Neue SZ-Serie: Bier von hier:Vom Feld ins Fass

Neue SZ-Serie: Bier von hier: In Aying wird das bekannteste Bier des Landkreises gebraut.

In Aying wird das bekannteste Bier des Landkreises gebraut.

(Foto: Claus Schunk)

Mit Hopfen und Malz allein ist es nicht getan. Auf die Kunst, aus Wasser Bier zu machen, versteht man sich in der Brauerei Aying seit mehr als hundert Jahren.

Von Michael Morosow

I möcht' gern an Biersee so groß wie der Schliersee, wünschte sich 1970 der Sänger und Jodler Franzl Lang. Leider vergebens, was durchaus schade ist, denn ein Sprung in circa 650 Millionen Liter Bier wäre schon was anderes, als vor einer schlecht eingeschenkten Mass auf dem Oktoberfest zu sitzen. So musste der Musiker weiter sein Bier aus dem Krug trinken, zum Beispiel während seiner legendären Auftritte im nach ihm benannten Jodlerwirt in München, wo das Ayinger seit Jahrzehnten aus den Hähnen läuft.

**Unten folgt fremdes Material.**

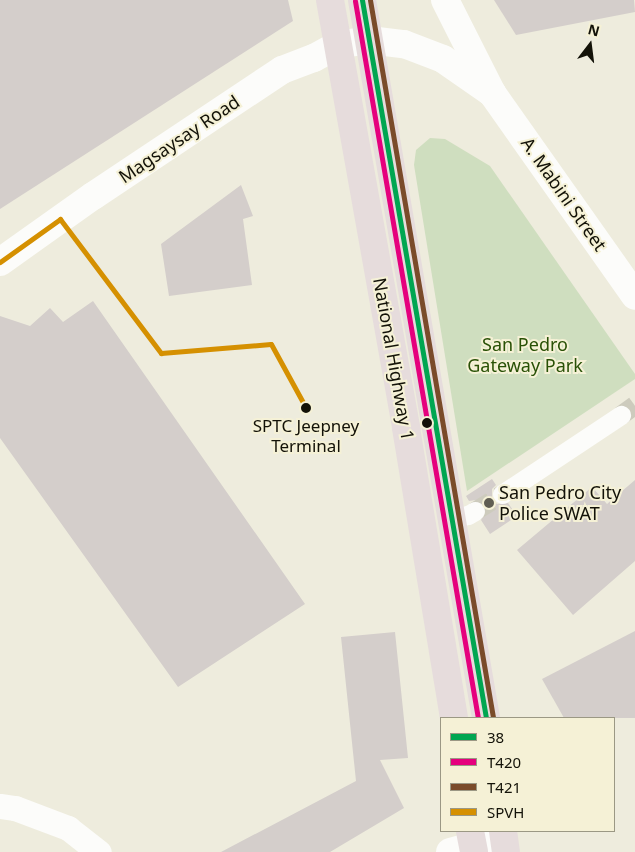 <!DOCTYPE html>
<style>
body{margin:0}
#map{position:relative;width:635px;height:852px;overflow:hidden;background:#eeecdd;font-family:"Noto Sans",sans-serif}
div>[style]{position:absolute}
.green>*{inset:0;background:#cfdebf}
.building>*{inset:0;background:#d4cecb}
.pedestrian-tunnel>*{height:19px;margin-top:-9.5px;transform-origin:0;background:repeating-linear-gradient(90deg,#cdcbbd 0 19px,transparent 0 28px)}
.pedestrian>*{height:19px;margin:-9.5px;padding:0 9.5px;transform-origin:9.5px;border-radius:9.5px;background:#fcfcfa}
.minor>*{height:25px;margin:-12.5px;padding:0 12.5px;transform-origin:12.5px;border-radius:12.5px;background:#fcfcfa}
.tertiary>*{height:28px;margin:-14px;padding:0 14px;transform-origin:14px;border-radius:14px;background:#fcfcfa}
.secondary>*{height:28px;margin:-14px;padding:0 14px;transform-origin:14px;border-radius:14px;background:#fcfcfa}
.trunk>*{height:28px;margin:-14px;padding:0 14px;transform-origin:14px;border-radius:14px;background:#e6dcdc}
.bus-1>*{height:5px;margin:-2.5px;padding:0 2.5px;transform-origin:2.5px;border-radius:2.5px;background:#00a651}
.bus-2>*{height:5px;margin:-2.5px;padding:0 2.5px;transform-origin:2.5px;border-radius:2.5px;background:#e5007d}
.bus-3>*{height:5px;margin:-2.5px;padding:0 2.5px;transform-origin:2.5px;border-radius:2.5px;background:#7a4b2a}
.bus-4>*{height:5px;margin:-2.5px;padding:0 2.5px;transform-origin:2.5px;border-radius:2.5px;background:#d59001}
.dots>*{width:14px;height:14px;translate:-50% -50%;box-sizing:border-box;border:2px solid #f5f1d6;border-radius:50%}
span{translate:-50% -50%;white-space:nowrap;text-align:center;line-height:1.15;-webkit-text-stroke:4px #f5f1d6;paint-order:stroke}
.bus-label{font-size:17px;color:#131208}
.street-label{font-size:18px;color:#131208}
.park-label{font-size:18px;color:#295106}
.poi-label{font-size:18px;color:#131208}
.left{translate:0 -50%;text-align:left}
.legend{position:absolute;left:440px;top:717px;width:175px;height:115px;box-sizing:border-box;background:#f5f1d6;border:1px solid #9b9884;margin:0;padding:6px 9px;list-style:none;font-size:15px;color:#131208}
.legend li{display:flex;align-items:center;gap:10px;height:25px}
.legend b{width:25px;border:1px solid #9b9884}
.north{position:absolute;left:565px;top:20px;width:50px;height:50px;-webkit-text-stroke:4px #f5f1d6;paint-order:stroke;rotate:15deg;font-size:14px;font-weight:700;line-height:20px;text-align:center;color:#131208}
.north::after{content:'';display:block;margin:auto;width:18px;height:22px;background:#131208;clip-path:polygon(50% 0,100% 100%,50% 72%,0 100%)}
</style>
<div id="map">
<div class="green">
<i style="clip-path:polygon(430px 138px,445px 139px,490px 166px,635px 374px,635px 379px,467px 491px,414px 165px,416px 150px)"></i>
</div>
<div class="building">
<i style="clip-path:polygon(0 0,288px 0,293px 21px,0 209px)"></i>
<i style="clip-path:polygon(494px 0,634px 0,635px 12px,516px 35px)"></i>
<i style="clip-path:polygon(241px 185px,253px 216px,243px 219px,252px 285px,169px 296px,161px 244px)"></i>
<i style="clip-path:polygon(93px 301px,305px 604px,178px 687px,0 438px,0 316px,30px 326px,50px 308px,63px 322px)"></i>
<i style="clip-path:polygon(492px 479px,496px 485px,492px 489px,492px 500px,497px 504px,508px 503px,517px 516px,490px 534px,481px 520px,486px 512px,484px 505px,476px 500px,469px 501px,466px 496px)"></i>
<i style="clip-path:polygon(635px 480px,635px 561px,573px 615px,517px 550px,592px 487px,607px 504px)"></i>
<i style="clip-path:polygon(635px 631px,635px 718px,564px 718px,542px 679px)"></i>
<i style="clip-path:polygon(395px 632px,408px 758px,380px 760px,404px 808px,330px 852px,221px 852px,356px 781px,341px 637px)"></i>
</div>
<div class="pedestrian-tunnel">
<i style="left:621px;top:415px;width:17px;rotate:-36deg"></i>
<i style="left:475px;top:511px;width:32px;rotate:-32deg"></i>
</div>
<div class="pedestrian">
<i style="left:502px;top:494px;width:143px;rotate:-33.6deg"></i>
<i style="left:450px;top:519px;width:18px;rotate:-13deg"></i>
<i style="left:468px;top:515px;width:8px;rotate:-30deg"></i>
</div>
<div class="minor">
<i style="left:0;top:806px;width:15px;rotate:8deg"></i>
<i style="left:15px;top:808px;width:57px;rotate:20.7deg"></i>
<i style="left:68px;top:828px;width:39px;rotate:38deg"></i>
</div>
<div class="tertiary">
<i style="left:450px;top:852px;width:24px;rotate:-15deg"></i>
<i style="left:473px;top:846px;width:31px;rotate:-7deg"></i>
</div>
<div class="secondary">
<i style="left:445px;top:0;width:104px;rotate:63.2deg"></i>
<i style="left:492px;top:93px;width:248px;rotate:54.8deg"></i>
<i style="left:0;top:262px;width:114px;rotate:-35.4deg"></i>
<i style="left:93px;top:196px;width:227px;rotate:-33.7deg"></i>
<i style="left:282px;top:70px;width:34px;rotate:-21deg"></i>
<i style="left:314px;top:58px;width:26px;rotate:-29deg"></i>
<i style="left:337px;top:45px;width:32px;rotate:-9deg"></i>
<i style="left:369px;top:40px;width:35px;rotate:7deg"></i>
<i style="left:404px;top:44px;width:42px;rotate:21deg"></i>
<i style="left:443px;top:59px;width:60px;rotate:34.8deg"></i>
</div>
<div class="trunk">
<i style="left:330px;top:0;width:435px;rotate:79.9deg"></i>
<i style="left:406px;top:428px;width:294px;rotate:80.6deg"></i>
<i style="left:362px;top:0;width:729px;rotate:80.2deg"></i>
<i style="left:470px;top:831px;width:21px;rotate:79deg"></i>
<i style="left:503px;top:831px;width:21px;rotate:82deg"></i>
</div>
<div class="bus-1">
<i style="left:362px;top:0;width:729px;rotate:80.2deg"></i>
</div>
<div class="bus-2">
<i style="left:355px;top:1px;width:727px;rotate:80.27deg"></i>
</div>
<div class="bus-3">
<i style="left:370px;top:0;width:727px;rotate:80.27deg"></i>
</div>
<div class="bus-4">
<i style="left:60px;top:219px;width:168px;rotate:53deg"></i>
<i style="left:0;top:262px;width:74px;rotate:-35.6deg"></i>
<i style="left:161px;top:353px;width:110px;rotate:-4.7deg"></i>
<i style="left:271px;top:344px;width:73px;rotate:61.3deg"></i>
</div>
<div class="dots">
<i style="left:306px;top:408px;background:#131208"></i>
<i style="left:427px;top:423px;background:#131208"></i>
<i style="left:489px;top:503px;background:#605e53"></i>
</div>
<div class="bus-label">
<span style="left:306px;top:436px">SPTC Jeepney<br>Terminal</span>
</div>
<div class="street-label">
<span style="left:179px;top:139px;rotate:-34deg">Magsaysay Road</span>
<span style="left:564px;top:194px;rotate:55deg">A. Mabini Street</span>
<span style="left:394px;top:359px;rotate:80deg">National Highway 1</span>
</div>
<div class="park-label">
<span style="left:525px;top:355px">San Pedro<br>Gateway Park</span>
</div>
<div class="poi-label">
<span class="left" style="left:499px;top:503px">San Pedro City<br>Police SWAT</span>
</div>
<ul class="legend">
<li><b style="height:6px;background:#00a651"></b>38</li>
<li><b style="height:6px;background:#e5007d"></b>T420</li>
<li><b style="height:6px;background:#7a4b2a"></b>T421</li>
<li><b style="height:6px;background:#d59001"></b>SPVH</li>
</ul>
<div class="north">N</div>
</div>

Man sollte davon ausgehen, dass die Quelle des edlen Gebräus nicht im Norden der urwüchsigen Gemeinde zu verorten war, auch wenn sich hier tatsächlich hinter Gebüsch ein "Biersee" versteckt. Im Volksmund so genannt wird das kleine, seichte Gewässer aber nicht etwa, weil das Ayinger Bräu-Hell an seine Ufer schwappt, sondern die Brauerei einst ihr Spülwasser dort hinein leitete.

Heute beschäftigt das Unternehmen 70 Mitarbeiter

11 Brauereien als Serie

In einer Woche beginnt das größte Bierfest der Welt: das Münchner Oktoberfest. Während auf der Wiesn allerdings nur Bier der bekannten, großen Münchner Brauereien ausgeschenkt wird, gibt es rund um die Stadt etliche kleine Hersteller, deren Entdeckung ebenfalls lohnt: von der Ein-Mann-Brauerei im Keller über die Wirtshausbrauerei und Genossenschaft bis hin zur Craft-Beer-Brauerei. Insgesamt elf verschiedene Marken findet der Bierliebhaber im Landkreis, die überwiegend mehrere Sorten im Angebot haben. Die SZ stellt diese in den kommenden Wochen in einer Serie vor.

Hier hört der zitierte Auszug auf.